[What the exercise asks]: Every line from the start of the records below to the line containing "For a GIS import: Serialize" should be retyped exactly, that line included, and no others.

[Dataset records]:

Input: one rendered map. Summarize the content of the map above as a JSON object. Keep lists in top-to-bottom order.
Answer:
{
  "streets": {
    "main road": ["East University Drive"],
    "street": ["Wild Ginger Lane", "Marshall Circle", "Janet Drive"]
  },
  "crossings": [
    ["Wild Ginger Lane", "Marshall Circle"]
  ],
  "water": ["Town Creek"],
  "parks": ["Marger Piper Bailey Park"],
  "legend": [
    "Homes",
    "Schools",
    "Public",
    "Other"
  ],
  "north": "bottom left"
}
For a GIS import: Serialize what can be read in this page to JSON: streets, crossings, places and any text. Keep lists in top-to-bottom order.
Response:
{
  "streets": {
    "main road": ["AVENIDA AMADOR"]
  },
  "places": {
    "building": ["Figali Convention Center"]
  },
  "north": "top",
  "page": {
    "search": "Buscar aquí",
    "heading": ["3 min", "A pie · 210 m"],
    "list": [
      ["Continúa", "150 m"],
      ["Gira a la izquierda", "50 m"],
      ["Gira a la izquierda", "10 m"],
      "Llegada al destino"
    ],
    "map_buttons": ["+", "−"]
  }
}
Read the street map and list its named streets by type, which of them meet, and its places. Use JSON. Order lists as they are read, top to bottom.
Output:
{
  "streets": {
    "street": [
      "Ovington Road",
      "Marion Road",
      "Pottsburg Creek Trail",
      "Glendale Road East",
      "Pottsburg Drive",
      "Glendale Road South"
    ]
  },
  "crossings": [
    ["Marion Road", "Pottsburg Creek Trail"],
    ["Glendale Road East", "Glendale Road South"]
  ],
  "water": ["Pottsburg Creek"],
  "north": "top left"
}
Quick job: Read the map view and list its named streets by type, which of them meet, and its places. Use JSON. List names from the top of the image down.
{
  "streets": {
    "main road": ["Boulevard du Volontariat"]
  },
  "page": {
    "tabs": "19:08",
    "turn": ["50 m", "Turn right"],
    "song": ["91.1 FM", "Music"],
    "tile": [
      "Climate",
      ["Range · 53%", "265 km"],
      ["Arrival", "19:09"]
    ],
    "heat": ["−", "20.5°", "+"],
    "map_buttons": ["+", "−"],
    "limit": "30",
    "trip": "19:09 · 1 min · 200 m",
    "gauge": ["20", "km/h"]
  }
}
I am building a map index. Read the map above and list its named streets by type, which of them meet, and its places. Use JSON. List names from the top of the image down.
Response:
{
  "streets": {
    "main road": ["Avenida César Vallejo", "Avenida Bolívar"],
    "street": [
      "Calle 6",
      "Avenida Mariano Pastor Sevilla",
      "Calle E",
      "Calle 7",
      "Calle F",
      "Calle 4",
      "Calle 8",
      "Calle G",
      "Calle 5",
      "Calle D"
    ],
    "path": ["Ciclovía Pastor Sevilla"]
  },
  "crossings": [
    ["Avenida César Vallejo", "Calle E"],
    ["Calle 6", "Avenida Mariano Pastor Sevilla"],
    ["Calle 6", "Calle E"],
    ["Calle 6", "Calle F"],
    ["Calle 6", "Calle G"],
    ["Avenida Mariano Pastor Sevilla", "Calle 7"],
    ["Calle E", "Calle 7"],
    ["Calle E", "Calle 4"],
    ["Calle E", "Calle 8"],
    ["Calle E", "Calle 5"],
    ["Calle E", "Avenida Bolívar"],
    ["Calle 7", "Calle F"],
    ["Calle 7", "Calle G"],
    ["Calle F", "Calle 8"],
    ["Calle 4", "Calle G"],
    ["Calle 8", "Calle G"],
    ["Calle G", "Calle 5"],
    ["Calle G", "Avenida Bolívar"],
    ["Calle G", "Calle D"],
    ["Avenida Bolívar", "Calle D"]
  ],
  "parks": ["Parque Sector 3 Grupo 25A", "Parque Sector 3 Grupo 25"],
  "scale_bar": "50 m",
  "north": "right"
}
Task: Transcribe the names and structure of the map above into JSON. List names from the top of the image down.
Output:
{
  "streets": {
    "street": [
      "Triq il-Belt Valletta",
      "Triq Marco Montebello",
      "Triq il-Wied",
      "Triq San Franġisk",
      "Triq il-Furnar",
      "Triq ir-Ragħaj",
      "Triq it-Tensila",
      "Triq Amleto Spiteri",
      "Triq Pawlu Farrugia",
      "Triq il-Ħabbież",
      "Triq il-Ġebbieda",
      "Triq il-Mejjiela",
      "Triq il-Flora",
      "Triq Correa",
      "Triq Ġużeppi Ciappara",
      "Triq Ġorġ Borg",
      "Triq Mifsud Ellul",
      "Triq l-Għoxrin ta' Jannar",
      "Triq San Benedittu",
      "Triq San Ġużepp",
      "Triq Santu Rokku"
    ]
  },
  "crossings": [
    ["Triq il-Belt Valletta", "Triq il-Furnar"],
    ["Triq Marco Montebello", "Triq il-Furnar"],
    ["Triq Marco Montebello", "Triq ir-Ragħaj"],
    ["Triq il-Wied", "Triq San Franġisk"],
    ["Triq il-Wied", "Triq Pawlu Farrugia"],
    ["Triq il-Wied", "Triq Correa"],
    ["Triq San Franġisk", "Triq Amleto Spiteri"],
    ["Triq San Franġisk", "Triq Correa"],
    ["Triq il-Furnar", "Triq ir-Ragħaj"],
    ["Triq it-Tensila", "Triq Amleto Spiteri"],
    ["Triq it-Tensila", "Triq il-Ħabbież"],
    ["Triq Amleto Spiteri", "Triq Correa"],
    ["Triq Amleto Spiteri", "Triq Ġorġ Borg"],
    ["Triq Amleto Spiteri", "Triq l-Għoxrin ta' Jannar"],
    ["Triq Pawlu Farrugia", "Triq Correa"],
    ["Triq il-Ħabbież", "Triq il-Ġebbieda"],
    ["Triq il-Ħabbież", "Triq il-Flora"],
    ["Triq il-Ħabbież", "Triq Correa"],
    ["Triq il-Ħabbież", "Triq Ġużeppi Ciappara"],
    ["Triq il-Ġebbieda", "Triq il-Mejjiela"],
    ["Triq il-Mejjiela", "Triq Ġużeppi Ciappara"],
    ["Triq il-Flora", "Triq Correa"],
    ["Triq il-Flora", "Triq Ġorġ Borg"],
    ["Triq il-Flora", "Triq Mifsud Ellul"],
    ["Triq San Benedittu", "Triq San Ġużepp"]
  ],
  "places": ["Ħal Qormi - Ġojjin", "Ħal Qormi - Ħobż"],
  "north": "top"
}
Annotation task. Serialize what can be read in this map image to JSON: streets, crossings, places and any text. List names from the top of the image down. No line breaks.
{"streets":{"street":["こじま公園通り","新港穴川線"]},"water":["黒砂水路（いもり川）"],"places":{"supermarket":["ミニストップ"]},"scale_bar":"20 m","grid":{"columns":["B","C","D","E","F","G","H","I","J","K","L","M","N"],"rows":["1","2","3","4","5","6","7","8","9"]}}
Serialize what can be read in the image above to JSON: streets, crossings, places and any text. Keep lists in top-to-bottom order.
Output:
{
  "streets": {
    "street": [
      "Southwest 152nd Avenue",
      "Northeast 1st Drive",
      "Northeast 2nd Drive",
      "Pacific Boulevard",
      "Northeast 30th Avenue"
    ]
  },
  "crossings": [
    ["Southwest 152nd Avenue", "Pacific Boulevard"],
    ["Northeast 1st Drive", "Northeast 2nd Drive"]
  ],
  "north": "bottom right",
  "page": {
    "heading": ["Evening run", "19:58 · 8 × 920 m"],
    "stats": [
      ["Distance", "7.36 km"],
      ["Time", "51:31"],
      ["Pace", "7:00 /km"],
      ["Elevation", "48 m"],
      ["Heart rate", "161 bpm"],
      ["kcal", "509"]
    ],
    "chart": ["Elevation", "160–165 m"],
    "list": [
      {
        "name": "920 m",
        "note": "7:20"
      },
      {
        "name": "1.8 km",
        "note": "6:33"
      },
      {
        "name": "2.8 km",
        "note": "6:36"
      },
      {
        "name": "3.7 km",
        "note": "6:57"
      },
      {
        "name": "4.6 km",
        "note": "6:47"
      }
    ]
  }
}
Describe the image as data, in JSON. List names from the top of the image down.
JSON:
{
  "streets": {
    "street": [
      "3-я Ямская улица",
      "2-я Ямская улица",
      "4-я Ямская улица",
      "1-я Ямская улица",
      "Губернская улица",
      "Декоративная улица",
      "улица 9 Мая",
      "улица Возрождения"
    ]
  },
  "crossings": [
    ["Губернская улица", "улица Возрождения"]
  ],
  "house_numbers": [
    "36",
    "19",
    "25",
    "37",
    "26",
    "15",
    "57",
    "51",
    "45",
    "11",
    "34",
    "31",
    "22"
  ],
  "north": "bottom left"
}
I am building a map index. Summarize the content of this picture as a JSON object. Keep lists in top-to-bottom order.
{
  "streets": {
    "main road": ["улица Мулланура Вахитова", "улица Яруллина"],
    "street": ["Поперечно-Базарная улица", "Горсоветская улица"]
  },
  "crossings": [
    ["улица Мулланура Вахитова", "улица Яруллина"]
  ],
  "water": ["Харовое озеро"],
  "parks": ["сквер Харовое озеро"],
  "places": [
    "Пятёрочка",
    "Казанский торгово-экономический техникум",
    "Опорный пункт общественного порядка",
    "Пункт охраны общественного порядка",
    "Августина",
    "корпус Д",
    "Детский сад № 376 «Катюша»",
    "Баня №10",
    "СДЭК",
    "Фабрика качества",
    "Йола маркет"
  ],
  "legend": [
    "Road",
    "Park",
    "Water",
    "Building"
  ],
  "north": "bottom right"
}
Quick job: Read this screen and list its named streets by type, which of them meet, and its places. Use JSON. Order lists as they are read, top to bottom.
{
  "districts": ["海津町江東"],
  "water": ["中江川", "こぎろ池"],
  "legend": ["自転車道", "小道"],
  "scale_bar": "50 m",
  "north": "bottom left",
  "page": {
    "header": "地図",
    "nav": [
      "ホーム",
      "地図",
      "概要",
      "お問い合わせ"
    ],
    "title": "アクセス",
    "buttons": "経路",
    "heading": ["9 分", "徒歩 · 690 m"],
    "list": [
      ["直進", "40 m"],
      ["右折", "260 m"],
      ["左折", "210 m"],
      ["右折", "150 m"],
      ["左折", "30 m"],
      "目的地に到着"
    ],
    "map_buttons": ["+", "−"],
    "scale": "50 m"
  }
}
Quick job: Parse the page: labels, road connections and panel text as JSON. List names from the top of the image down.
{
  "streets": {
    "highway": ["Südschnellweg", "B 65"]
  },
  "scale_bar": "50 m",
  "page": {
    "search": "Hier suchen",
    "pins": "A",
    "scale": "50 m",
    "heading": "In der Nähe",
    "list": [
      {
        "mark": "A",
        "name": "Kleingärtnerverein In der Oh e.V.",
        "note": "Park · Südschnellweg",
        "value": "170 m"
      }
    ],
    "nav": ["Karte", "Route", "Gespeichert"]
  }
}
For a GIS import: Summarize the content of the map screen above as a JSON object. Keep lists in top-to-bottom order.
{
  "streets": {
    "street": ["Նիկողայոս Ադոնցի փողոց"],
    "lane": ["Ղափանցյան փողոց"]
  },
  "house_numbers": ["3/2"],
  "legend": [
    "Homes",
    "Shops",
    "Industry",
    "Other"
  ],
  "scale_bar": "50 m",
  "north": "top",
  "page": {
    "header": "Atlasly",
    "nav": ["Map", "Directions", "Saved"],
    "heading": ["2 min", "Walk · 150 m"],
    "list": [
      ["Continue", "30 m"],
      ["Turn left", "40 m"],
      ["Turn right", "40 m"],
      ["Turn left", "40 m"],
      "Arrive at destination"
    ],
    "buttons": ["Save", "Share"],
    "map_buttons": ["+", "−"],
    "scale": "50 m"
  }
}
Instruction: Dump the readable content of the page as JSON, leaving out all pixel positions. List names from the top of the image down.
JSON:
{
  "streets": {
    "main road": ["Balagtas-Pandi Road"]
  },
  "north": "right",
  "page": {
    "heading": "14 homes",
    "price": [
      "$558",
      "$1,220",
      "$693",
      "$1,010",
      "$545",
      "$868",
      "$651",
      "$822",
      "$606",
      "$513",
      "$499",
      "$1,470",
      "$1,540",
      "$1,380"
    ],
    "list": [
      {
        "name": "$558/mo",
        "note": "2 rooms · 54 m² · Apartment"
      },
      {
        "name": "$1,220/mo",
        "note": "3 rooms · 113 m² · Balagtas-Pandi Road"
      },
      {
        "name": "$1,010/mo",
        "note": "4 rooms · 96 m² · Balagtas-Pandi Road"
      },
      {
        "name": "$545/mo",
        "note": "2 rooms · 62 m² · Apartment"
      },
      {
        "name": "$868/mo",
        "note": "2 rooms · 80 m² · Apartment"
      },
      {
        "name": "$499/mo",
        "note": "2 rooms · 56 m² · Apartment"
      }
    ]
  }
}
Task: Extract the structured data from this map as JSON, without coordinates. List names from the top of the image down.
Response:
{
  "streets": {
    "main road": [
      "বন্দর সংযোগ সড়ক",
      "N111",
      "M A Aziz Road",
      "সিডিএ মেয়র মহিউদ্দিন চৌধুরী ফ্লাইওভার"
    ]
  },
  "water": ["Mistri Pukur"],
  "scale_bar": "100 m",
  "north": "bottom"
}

[Answer to this task]:
Input: one rendered map. Summarize the content of the map above as a JSON object. Keep lists in top-to-bottom order.
Answer:
{
  "streets": {
    "main road": ["East University Drive"],
    "street": ["Wild Ginger Lane", "Marshall Circle", "Janet Drive"]
  },
  "crossings": [
    ["Wild Ginger Lane", "Marshall Circle"]
  ],
  "water": ["Town Creek"],
  "parks": ["Marger Piper Bailey Park"],
  "legend": [
    "Homes",
    "Schools",
    "Public",
    "Other"
  ],
  "north": "bottom left"
}
For a GIS import: Serialize what can be read in this page to JSON: streets, crossings, places and any text. Keep lists in top-to-bottom order.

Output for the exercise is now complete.